----- Dataset excerpts
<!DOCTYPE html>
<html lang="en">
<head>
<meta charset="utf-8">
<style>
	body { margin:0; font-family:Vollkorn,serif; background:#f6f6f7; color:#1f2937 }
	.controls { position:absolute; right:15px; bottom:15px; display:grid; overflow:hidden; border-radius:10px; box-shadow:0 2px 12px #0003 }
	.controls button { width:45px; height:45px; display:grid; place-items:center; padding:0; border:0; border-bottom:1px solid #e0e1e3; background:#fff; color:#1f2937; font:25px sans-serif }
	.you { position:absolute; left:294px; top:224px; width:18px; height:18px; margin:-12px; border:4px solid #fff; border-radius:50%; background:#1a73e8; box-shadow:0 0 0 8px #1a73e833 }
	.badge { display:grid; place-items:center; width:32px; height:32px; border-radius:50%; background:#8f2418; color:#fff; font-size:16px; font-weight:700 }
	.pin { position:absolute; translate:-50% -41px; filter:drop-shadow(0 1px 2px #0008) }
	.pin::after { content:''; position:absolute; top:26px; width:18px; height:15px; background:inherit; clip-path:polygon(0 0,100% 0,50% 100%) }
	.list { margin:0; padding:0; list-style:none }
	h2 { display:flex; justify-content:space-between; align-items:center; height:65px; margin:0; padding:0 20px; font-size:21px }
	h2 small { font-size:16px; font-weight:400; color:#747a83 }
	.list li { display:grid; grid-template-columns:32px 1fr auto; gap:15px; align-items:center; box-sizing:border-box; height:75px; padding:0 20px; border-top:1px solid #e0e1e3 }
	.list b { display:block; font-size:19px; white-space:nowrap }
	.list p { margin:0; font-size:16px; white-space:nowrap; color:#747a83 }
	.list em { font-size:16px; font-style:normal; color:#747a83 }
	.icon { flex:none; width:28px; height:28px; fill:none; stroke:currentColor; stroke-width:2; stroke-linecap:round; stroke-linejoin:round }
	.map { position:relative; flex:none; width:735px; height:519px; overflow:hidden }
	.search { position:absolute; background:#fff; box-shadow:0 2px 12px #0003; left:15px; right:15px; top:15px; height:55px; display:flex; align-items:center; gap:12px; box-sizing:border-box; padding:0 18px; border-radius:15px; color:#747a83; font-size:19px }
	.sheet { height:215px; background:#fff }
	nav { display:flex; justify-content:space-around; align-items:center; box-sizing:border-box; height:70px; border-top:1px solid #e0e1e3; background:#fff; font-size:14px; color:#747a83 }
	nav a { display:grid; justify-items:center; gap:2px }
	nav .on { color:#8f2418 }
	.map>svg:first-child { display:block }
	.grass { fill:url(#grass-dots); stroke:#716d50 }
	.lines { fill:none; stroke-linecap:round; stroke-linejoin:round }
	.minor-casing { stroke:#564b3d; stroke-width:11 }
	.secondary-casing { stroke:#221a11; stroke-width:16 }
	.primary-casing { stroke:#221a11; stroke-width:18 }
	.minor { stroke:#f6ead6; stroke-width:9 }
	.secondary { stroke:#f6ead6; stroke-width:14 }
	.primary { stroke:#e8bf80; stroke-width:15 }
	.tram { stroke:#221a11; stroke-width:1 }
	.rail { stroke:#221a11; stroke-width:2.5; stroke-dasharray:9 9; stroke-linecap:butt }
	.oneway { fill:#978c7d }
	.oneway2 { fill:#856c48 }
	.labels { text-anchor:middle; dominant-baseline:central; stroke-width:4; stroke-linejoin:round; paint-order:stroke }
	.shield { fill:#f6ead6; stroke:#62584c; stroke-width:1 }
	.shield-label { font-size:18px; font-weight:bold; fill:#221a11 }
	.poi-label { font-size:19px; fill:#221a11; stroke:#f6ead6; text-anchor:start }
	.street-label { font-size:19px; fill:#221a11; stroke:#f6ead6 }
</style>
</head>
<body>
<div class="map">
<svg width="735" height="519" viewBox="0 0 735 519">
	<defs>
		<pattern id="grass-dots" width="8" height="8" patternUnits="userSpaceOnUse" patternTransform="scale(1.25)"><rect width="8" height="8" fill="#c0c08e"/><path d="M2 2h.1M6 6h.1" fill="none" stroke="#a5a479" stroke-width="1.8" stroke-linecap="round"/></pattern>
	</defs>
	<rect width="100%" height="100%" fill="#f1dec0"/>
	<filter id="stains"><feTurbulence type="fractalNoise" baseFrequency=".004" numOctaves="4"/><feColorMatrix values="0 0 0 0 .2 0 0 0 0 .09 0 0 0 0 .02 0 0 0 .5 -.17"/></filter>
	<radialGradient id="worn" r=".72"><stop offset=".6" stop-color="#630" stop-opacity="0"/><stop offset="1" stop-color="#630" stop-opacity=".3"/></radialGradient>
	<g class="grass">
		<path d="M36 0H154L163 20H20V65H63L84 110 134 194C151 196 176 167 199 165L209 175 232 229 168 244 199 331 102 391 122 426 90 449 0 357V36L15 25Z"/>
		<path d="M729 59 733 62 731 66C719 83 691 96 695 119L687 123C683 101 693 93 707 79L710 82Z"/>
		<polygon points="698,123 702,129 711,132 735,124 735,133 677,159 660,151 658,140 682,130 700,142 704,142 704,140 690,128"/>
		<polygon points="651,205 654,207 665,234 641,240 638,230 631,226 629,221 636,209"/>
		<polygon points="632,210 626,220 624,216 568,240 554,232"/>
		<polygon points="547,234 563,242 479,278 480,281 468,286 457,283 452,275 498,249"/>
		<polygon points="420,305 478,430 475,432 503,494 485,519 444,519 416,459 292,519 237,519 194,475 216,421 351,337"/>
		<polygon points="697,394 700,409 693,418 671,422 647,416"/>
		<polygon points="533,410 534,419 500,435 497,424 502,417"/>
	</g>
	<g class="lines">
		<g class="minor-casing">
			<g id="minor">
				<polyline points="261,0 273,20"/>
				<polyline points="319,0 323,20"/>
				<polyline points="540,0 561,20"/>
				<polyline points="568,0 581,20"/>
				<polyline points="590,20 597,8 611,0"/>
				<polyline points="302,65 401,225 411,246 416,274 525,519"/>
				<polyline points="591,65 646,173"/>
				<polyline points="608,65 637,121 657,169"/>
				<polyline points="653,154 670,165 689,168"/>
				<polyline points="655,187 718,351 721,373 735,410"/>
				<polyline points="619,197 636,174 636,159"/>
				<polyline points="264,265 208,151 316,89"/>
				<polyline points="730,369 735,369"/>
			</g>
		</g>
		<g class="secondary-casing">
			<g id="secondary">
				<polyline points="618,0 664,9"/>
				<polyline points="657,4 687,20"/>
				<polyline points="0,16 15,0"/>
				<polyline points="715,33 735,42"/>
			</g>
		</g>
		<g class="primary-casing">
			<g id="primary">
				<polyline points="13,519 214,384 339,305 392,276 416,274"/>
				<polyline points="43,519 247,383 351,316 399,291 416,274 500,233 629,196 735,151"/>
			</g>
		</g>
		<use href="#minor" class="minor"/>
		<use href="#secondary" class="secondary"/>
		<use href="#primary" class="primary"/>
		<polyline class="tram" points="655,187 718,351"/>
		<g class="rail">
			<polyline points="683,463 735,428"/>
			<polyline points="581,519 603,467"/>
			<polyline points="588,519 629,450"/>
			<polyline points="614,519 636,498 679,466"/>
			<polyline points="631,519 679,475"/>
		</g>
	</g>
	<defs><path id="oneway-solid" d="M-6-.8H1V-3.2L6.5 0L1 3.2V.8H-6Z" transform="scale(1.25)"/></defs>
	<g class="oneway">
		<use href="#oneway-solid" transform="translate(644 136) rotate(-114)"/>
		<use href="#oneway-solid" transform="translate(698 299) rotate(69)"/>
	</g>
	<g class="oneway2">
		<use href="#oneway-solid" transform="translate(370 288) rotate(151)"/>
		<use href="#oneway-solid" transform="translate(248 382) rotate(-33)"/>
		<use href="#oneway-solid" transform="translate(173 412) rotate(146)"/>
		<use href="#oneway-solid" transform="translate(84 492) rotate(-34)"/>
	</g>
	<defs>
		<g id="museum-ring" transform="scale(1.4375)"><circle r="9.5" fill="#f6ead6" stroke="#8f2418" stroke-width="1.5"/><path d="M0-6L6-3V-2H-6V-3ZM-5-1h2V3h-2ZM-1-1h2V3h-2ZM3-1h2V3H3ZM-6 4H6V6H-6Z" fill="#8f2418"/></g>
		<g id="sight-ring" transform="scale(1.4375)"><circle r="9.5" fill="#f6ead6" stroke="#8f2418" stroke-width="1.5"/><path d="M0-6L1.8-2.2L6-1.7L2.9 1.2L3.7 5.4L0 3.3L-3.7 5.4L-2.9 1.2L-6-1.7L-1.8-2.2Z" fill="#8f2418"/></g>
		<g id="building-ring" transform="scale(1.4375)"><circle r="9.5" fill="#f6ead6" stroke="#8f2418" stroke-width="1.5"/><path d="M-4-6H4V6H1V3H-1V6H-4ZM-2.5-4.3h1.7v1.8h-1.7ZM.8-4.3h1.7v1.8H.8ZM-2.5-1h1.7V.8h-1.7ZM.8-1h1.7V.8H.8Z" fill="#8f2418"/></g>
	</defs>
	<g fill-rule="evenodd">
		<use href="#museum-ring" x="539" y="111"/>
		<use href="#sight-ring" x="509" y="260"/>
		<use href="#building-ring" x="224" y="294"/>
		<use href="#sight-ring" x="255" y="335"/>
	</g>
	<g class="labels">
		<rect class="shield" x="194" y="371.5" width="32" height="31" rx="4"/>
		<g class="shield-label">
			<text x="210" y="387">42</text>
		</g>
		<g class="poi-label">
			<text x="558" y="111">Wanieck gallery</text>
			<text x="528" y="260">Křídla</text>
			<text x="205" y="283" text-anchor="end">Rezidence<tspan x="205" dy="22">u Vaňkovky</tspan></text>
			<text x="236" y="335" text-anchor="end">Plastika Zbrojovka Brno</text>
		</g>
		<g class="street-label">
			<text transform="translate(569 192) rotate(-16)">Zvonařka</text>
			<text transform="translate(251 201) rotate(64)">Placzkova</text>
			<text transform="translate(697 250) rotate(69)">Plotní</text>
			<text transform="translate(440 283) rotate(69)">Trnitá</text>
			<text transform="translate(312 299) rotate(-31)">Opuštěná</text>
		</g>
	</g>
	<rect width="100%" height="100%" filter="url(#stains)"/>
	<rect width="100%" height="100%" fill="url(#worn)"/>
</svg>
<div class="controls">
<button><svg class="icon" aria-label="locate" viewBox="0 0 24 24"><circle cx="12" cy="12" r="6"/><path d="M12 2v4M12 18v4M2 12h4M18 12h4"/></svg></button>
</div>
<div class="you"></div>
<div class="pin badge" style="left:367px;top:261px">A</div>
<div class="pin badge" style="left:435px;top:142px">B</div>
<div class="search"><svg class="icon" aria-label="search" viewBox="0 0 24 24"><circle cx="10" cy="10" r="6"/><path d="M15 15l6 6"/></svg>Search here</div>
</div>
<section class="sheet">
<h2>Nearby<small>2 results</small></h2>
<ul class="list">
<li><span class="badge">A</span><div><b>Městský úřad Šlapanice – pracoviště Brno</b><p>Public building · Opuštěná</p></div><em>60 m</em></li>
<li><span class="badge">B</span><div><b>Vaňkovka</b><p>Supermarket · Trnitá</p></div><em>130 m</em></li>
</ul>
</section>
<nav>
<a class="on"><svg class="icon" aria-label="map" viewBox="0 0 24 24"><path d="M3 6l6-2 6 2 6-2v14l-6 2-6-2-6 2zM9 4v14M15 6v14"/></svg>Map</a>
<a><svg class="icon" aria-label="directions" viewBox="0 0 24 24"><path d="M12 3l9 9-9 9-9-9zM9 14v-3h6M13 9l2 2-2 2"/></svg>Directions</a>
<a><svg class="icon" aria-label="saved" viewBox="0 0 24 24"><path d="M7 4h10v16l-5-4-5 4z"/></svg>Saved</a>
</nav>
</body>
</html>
----------
- What the exercise asks
Filter the data down to the lines that contain the string "controls", and copy them.

- Expected output
	.controls { position:absolute; right:15px; bottom:15px; display:grid; overflow:hidden; border-radius:10px; box-shadow:0 2px 12px #0003 }
	.controls button { width:45px; height:45px; display:grid; place-items:center; padding:0; border:0; border-bottom:1px solid #e0e1e3; background:#fff; color:#1f2937; font:25px sans-serif }
<div class="controls">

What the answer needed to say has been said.